Responding to COVID-19 in... Birmingham, Alabama
This post continues a series highlighting the responses of SECF members to the COVID-19 pandemic in their communities. We will use this series to highlight partnerships, coalitions and innovative examples of giving that help those affected by this crisis. If you are involved in a program you would like to see highlighted here, contact David Miller, director of marketing and communications, at email@example.com.
Even as essential workers have put their health at risk and endured long hours during the COVID-19 pandemic, many of the supports that allow them to work under normal circumstances are no longer available – including child care.
In Alabama, The Women’s Fund of Greater Birmingham is working to fill a critical gap created by the closure of schools and day care centers. Their response will be fueled by money raised through the new ROAR for Women Fund.

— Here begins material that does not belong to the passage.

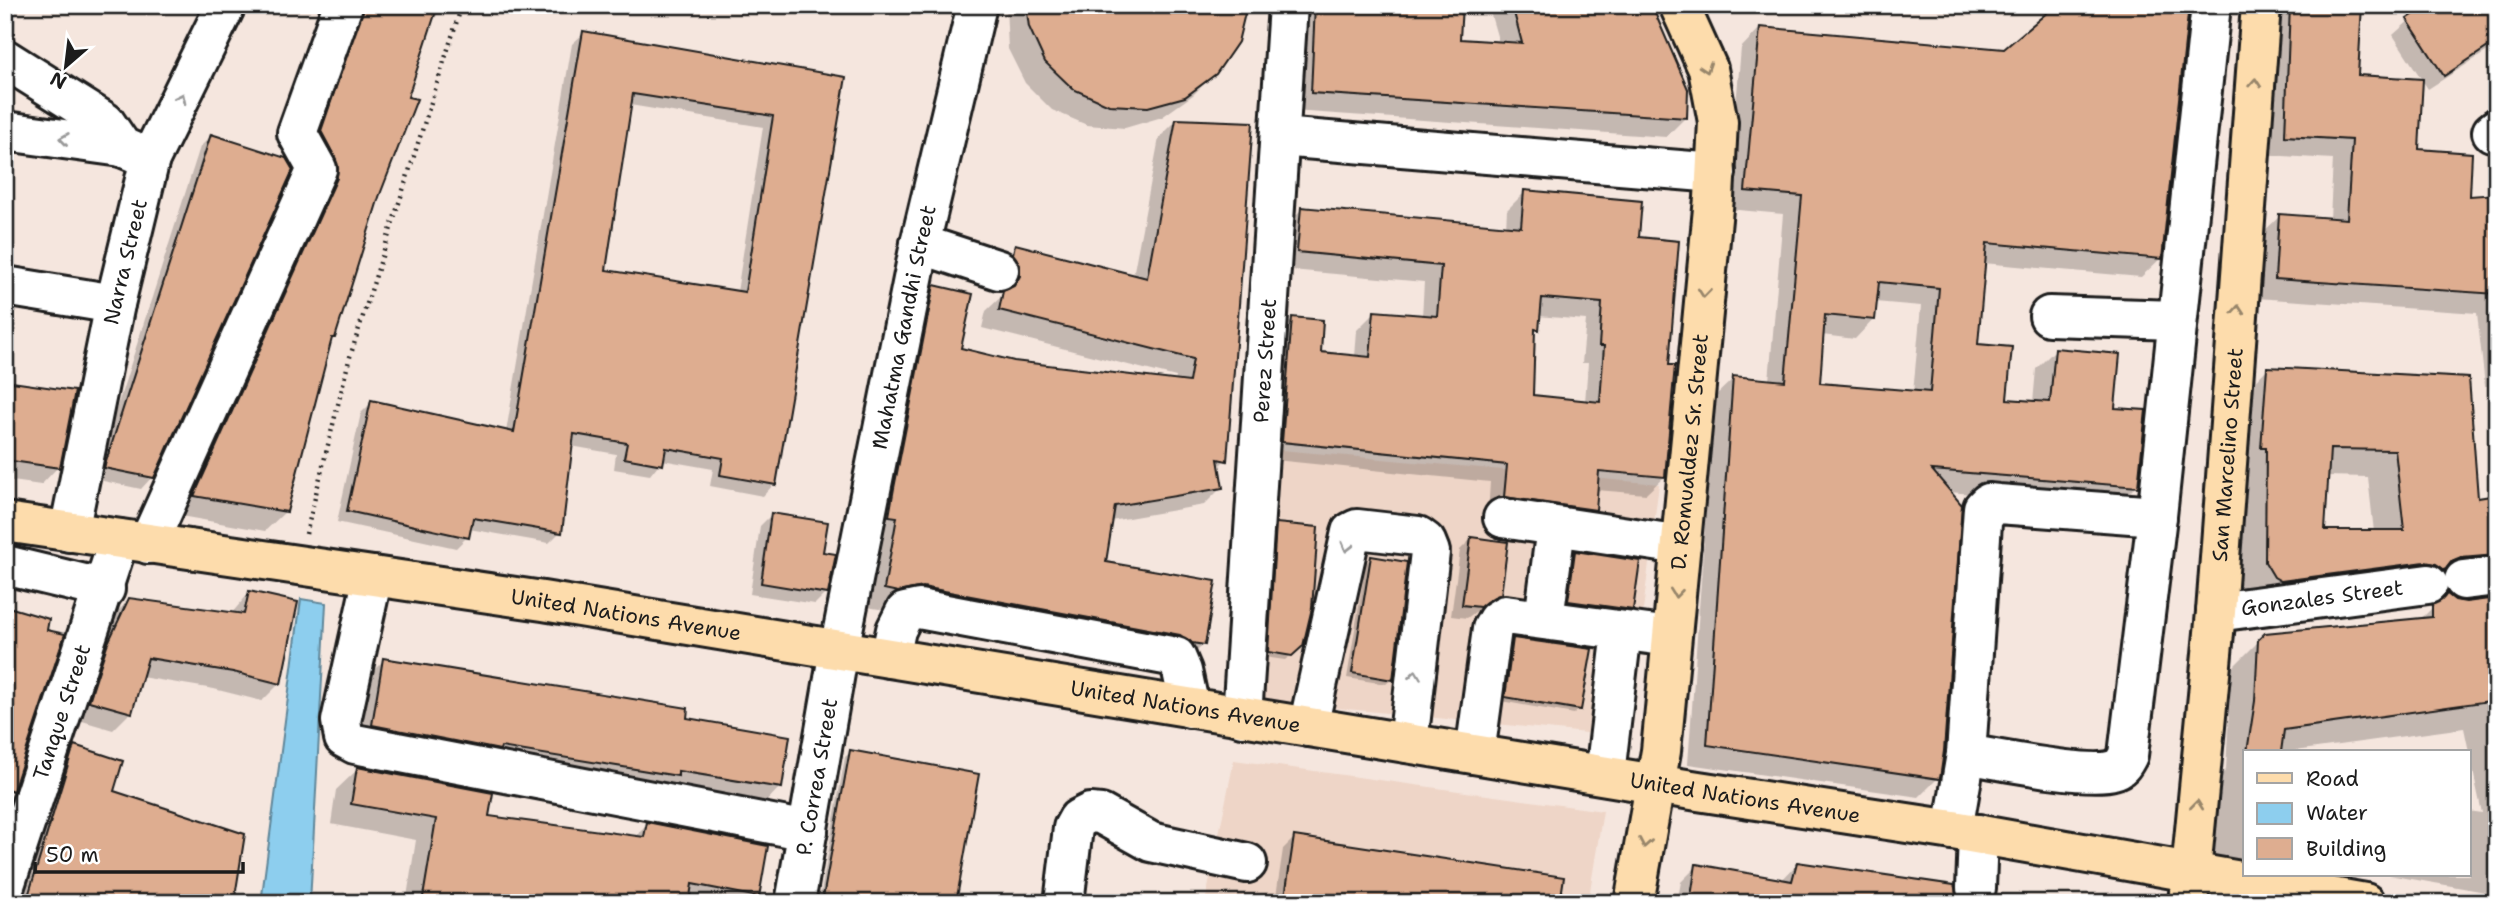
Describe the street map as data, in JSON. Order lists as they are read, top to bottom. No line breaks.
{"streets":{"main road":["D. Romualdez Sr. Street","San Marcelino Street","United Nations Avenue"],"street":["Narra Street","Mahatma Gandhi Street","Perez Street","Gonzales Street","Tanque Street","P. Correa Street"]},"crossings":[["Narra Street","United Nations Avenue"],["Mahatma Gandhi Street","United Nations Avenue"],["Mahatma Gandhi Street","P. Correa Street"],["Perez Street","United Nations Avenue"],["D. Romualdez Sr. Street","United Nations Avenue"],["San Marcelino Street","Gonzales Street"],["San Marcelino Street","United Nations Avenue"],["United Nations Avenue","Tanque Street"],["United Nations Avenue","P. Correa Street"]],"one_way":["D. Romualdez Sr. Street","San Marcelino Street"],"legend":["Road","Water","Building"],"scale_bar":"50 m","north":"bottom left"}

“ROAR aims to provide direct relief and recovery for an industry that is one of the most critical infrastructures in our state: child care,” said Melanie Bridgeforth, president and CEO of The Women’s Fund, a grantmaking public charity. “The funds will largely support women-owned businesses powered by women employees. ROAR is also giving essential workers – the majority of whom are women – the ability to continue their vital work as the crisis stretches on.”

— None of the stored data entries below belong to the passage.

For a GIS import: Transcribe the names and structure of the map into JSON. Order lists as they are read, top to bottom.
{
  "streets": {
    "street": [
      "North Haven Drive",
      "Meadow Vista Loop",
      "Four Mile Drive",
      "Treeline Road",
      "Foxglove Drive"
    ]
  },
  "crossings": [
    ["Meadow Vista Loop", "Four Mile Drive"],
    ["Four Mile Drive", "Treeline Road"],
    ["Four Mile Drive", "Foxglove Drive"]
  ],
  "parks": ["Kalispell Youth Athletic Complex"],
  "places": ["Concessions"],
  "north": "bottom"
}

The need for ROAR came into focus quickly once the severity of the pandemic became clear, Bridgeforth said.
“We did a lot of listening in that first week of social distancing and we heard one thing loud and clear from community officials and business leaders: save child care,” she said. “At the time of our launch, only 7 percent of licensed child care centers in Alabama were open and operating. We understood that some would close permanently with devastating and long-term effects not only for the communities in which they serve but also for women. We wanted to do our best to mitigate that possibility.”
Resources from the ROAR fund will go toward a variety of child care needs, including pay for child care workers and essential supplies like mattresses.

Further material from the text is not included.